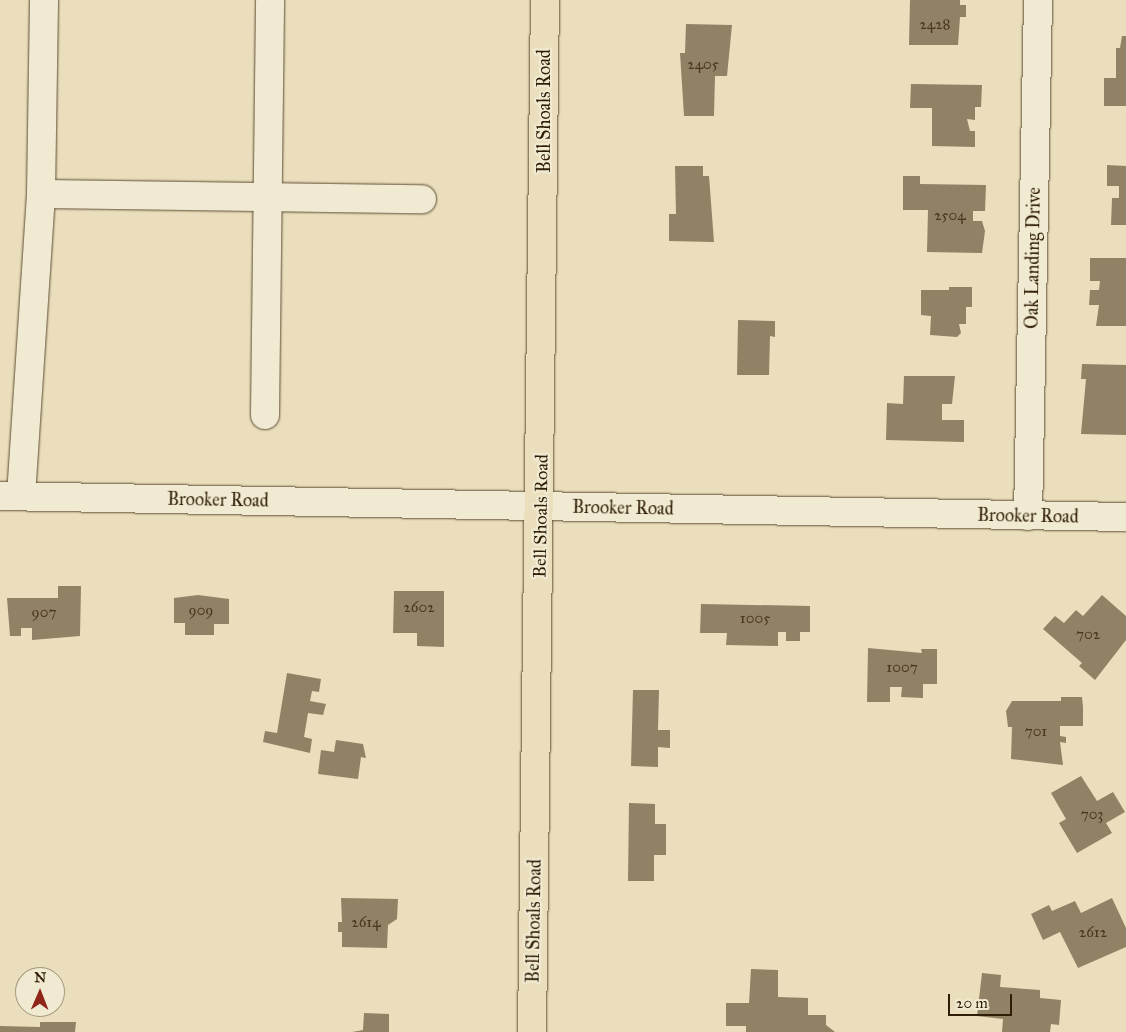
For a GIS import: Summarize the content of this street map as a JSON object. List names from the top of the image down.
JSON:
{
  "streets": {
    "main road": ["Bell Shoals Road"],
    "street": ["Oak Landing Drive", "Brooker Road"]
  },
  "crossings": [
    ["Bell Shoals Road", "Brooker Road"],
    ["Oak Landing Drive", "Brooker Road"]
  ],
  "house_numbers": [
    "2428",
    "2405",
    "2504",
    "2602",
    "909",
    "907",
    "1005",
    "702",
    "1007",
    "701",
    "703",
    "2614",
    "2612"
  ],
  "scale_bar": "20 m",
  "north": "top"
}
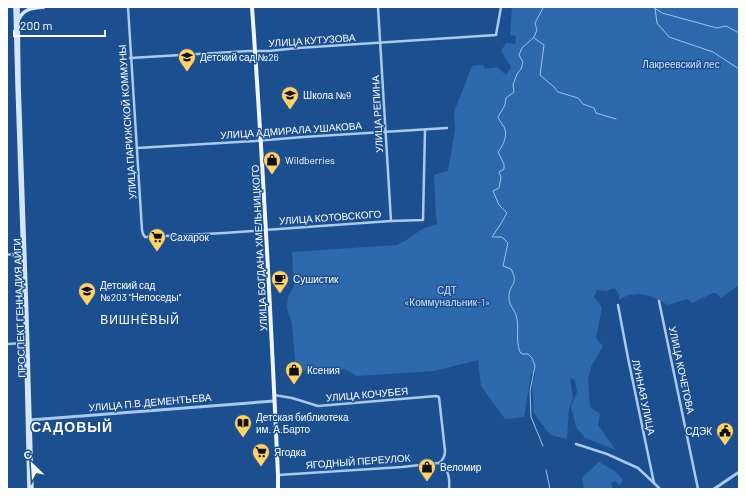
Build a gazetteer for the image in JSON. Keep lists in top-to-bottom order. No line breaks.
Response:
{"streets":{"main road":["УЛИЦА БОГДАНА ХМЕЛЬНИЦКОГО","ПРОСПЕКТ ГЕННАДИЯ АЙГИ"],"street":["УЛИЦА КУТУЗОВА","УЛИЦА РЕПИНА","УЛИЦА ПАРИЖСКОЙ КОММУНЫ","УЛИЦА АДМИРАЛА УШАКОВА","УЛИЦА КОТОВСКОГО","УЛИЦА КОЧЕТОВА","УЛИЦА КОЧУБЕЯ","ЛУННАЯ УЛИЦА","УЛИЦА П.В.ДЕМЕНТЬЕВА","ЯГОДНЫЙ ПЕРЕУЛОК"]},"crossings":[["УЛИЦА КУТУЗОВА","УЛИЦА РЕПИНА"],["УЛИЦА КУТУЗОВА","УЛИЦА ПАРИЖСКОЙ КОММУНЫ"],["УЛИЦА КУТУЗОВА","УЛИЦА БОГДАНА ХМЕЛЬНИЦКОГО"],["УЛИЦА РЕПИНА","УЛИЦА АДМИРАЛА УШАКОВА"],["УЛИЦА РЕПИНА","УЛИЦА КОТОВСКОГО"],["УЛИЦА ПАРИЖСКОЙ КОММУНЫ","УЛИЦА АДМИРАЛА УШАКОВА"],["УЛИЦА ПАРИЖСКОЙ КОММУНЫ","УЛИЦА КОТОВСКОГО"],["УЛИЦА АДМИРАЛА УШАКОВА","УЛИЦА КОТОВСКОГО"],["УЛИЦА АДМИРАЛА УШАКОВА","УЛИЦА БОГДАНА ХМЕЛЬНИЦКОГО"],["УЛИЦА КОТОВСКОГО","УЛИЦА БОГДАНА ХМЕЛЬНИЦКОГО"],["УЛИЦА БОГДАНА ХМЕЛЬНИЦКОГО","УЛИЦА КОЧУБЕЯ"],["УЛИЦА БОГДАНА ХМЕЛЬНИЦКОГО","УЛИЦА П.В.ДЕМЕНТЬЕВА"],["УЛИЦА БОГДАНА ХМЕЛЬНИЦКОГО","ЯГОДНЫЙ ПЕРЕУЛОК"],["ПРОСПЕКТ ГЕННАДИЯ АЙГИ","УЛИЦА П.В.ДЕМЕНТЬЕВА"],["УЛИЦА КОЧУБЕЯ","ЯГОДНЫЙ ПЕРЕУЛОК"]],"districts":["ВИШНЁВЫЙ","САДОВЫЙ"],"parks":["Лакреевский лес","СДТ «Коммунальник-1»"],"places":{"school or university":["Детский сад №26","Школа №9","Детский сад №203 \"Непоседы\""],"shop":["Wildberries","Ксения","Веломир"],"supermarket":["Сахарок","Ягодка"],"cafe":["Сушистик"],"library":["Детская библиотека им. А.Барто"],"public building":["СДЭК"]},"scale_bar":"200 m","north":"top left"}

·····

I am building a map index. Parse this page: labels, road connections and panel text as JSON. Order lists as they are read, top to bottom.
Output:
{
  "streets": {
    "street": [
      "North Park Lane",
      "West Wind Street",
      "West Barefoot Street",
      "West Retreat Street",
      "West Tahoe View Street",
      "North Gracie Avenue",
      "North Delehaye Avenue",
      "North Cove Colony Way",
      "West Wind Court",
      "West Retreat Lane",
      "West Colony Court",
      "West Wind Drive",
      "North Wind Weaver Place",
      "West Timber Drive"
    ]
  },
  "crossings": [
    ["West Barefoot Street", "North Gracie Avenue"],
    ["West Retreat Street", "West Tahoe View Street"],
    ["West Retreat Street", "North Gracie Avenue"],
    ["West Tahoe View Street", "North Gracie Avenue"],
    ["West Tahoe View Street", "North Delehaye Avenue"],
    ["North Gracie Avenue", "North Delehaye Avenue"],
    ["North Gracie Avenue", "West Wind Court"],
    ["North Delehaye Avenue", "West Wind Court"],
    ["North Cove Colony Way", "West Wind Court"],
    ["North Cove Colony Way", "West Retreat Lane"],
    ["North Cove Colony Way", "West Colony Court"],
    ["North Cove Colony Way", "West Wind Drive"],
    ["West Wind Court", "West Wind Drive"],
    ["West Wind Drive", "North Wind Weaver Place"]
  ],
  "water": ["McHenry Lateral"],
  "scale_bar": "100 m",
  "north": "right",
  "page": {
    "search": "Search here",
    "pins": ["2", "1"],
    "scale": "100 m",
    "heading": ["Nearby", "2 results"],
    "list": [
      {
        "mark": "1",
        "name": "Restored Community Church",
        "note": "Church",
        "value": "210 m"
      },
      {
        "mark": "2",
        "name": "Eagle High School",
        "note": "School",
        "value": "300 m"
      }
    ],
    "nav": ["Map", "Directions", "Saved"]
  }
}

·····

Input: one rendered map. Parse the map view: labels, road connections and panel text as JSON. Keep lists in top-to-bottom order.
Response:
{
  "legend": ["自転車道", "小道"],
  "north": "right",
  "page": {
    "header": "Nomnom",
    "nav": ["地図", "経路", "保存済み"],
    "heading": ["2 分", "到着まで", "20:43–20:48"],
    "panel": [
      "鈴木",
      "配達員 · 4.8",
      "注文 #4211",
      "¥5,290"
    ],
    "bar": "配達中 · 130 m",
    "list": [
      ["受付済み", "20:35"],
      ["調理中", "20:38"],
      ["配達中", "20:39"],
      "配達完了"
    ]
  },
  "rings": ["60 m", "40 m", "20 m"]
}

·····

» What is needed
Scan the lines above for "Keep", then copy every one that has it.

» Finished exercise
Build a gazetteer for the image in JSON. Keep lists in top-to-bottom order. No line breaks.
Input: one rendered map. Parse the map view: labels, road connections and panel text as JSON. Keep lists in top-to-bottom order.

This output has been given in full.